Go through the data below line by line and count those containing the word "bottom". Reply with the count only.

(Beginning of Data extract)

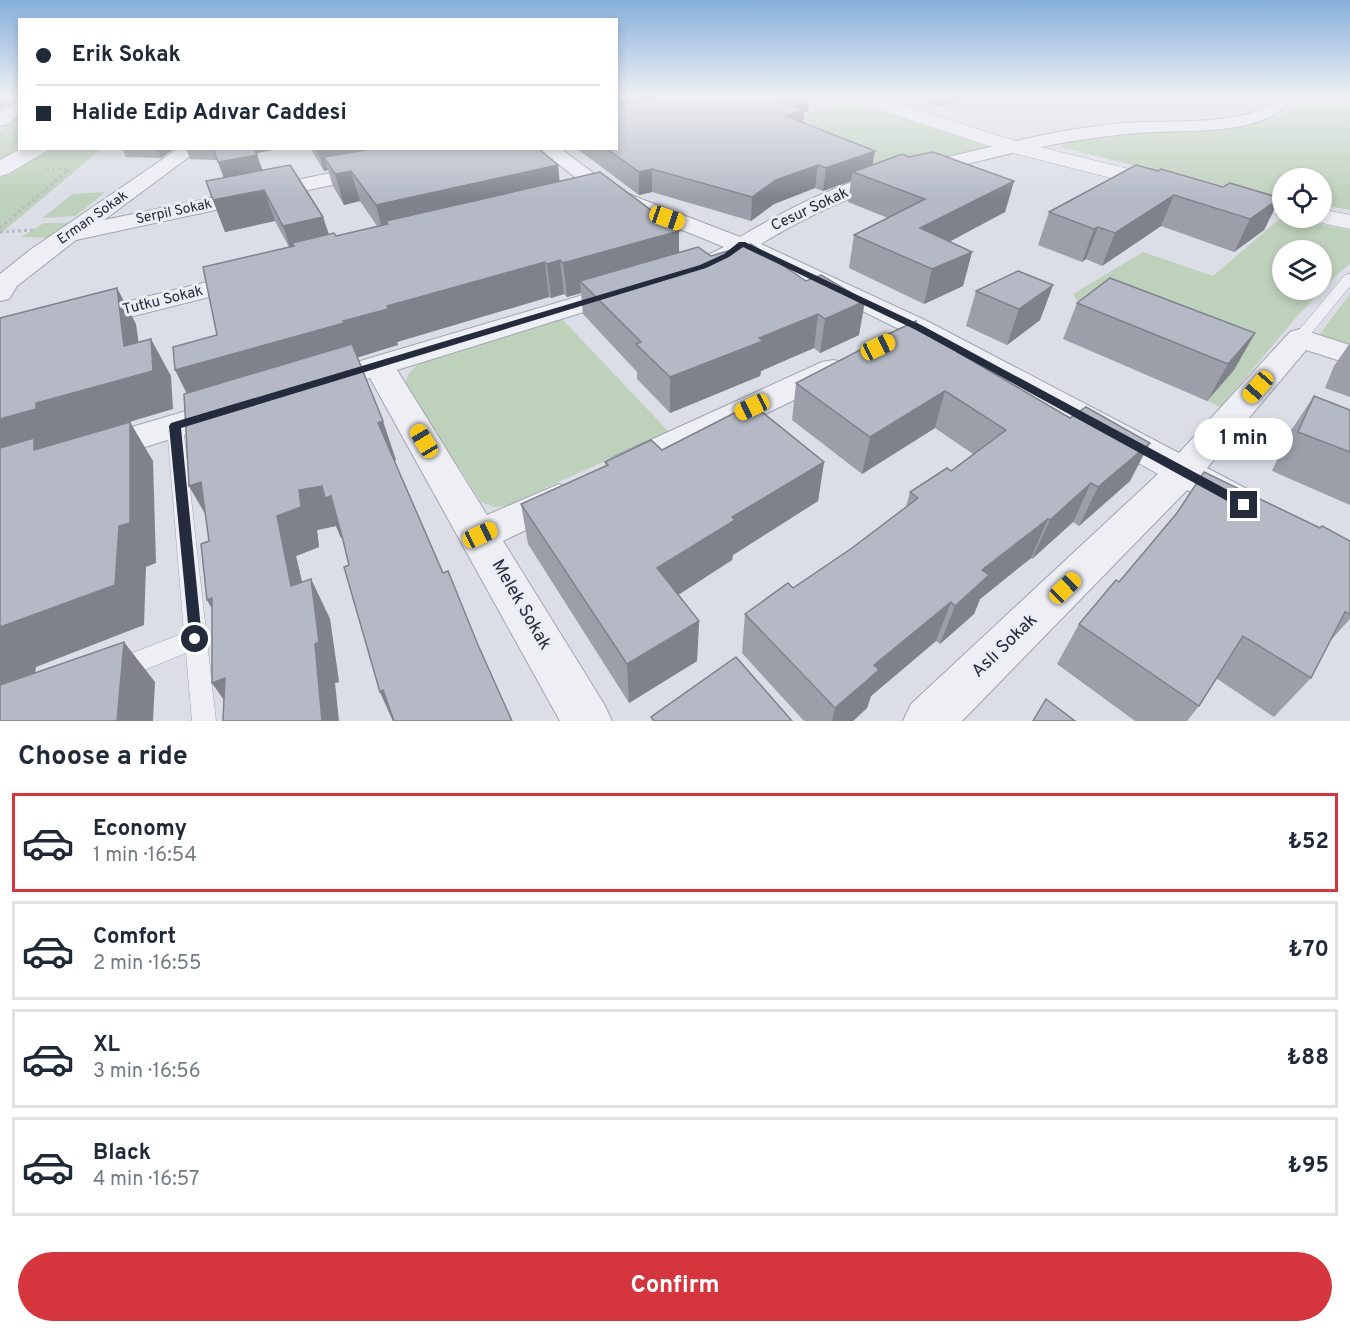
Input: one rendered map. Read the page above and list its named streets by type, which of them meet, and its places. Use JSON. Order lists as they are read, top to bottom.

(End of Data extract)
(Beginning of Data extract)

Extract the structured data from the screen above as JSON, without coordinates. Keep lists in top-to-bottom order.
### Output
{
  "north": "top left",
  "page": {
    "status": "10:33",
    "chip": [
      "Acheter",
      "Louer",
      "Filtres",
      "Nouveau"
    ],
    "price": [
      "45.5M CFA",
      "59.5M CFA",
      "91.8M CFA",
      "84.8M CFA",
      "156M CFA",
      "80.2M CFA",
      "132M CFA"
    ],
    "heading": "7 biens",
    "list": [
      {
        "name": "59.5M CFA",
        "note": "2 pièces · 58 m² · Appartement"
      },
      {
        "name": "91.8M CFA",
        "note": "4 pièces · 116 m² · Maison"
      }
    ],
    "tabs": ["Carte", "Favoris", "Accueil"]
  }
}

(End of Data extract)

● **Response below**
2